[Work task]:
Take the data below and extract the lines from the one with "Quick job: What" to the one with "Build a gazetteer for the screenshot", inclusive, exactly as written.

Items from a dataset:
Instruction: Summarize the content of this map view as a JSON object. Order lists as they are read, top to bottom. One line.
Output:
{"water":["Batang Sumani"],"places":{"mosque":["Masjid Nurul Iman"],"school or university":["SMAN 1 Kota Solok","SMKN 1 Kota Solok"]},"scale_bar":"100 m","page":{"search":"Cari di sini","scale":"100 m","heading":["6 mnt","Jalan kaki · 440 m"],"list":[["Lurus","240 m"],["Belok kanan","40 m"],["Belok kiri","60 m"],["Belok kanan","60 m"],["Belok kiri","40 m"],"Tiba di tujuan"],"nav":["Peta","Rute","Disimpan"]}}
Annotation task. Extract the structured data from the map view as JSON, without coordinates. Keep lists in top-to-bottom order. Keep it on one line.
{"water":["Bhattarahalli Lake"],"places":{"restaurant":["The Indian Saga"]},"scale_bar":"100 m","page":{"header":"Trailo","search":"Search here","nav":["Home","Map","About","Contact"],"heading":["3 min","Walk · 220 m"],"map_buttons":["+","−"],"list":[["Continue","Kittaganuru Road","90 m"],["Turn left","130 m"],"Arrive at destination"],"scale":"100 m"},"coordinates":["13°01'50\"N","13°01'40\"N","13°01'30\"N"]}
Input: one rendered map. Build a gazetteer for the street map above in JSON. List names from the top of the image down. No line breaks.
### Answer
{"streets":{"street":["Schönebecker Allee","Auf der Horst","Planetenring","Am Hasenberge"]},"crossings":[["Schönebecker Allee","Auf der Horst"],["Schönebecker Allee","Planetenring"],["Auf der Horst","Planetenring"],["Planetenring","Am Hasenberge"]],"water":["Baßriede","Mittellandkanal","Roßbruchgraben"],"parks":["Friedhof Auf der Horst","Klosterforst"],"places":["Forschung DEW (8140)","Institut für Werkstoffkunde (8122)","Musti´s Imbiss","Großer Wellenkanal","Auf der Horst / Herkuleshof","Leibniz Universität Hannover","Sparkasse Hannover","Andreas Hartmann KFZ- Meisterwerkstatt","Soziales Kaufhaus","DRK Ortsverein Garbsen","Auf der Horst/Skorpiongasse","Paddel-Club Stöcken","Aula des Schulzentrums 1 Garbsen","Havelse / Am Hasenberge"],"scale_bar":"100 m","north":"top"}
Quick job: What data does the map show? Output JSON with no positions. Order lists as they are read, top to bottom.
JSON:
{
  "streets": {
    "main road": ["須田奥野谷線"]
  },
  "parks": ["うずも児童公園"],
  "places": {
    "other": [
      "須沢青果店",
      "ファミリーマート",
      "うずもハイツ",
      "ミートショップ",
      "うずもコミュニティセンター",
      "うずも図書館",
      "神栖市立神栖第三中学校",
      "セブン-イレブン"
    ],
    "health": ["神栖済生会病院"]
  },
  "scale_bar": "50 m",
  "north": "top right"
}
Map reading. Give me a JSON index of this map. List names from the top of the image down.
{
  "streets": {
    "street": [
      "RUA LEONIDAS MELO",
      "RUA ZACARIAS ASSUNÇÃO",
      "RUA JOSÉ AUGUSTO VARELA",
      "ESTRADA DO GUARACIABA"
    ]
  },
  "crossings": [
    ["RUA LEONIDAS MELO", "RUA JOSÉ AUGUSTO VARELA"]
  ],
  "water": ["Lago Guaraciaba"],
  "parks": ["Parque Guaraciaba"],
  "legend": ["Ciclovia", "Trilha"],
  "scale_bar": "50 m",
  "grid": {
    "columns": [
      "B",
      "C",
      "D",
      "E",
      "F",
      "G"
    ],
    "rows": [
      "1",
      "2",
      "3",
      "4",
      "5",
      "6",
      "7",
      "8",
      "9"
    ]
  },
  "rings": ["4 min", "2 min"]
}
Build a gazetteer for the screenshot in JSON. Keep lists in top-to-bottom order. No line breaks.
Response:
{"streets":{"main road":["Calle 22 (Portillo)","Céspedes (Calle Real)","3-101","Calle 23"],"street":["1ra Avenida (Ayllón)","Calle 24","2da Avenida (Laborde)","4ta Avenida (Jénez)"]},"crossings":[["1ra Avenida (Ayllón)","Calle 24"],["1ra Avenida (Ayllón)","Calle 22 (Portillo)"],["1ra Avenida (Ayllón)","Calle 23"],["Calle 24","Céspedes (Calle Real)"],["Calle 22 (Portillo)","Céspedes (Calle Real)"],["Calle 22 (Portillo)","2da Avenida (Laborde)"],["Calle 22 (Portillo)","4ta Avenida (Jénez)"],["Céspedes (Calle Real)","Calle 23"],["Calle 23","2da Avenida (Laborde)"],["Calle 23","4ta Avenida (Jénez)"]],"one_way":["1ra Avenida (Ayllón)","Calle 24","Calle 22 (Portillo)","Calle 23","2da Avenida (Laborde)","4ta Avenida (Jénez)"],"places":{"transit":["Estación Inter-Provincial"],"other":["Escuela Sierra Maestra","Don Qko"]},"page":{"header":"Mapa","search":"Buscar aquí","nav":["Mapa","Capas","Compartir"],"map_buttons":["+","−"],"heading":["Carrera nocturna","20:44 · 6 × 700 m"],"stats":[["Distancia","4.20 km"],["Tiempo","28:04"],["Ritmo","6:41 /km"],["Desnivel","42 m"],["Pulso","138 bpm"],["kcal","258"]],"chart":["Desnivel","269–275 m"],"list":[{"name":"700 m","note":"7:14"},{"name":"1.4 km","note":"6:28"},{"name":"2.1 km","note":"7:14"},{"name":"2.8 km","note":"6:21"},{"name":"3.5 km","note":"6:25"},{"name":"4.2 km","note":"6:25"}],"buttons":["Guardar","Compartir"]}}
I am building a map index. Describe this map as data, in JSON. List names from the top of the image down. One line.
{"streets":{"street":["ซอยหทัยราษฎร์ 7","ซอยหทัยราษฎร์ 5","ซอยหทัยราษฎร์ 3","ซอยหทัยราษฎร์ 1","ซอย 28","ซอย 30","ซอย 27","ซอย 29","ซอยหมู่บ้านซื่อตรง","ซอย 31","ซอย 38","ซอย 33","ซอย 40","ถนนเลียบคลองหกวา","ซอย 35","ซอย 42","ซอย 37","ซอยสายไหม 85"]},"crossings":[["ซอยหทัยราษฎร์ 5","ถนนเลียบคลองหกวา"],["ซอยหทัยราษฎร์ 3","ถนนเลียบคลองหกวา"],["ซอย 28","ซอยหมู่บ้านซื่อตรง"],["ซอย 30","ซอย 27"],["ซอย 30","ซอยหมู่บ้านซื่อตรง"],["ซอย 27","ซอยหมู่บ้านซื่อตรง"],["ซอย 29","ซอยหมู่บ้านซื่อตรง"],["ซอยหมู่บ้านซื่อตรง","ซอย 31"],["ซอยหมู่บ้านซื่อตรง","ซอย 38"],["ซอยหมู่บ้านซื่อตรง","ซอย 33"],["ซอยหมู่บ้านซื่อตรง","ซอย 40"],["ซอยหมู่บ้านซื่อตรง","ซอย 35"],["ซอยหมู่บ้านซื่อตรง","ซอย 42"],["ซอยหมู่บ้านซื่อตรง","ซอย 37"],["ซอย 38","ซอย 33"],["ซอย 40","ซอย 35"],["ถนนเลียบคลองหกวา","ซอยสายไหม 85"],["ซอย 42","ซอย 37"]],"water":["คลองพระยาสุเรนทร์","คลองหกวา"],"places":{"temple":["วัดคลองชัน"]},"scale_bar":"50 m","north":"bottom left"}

[Output of the task]:
Quick job: What data does the map show? Output JSON with no positions. Order lists as they are read, top to bottom.
JSON:
{
  "streets": {
    "main road": ["須田奥野谷線"]
  },
  "parks": ["うずも児童公園"],
  "places": {
    "other": [
      "須沢青果店",
      "ファミリーマート",
      "うずもハイツ",
      "ミートショップ",
      "うずもコミュニティセンター",
      "うずも図書館",
      "神栖市立神栖第三中学校",
      "セブン-イレブン"
    ],
    "health": ["神栖済生会病院"]
  },
  "scale_bar": "50 m",
  "north": "top right"
}
Map reading. Give me a JSON index of this map. List names from the top of the image down.
{
  "streets": {
    "street": [
      "RUA LEONIDAS MELO",
      "RUA ZACARIAS ASSUNÇÃO",
      "RUA JOSÉ AUGUSTO VARELA",
      "ESTRADA DO GUARACIABA"
    ]
  },
  "crossings": [
    ["RUA LEONIDAS MELO", "RUA JOSÉ AUGUSTO VARELA"]
  ],
  "water": ["Lago Guaraciaba"],
  "parks": ["Parque Guaraciaba"],
  "legend": ["Ciclovia", "Trilha"],
  "scale_bar": "50 m",
  "grid": {
    "columns": [
      "B",
      "C",
      "D",
      "E",
      "F",
      "G"
    ],
    "rows": [
      "1",
      "2",
      "3",
      "4",
      "5",
      "6",
      "7",
      "8",
      "9"
    ]
  },
  "rings": ["4 min", "2 min"]
}
Build a gazetteer for the screenshot in JSON. Keep lists in top-to-bottom order. No line breaks.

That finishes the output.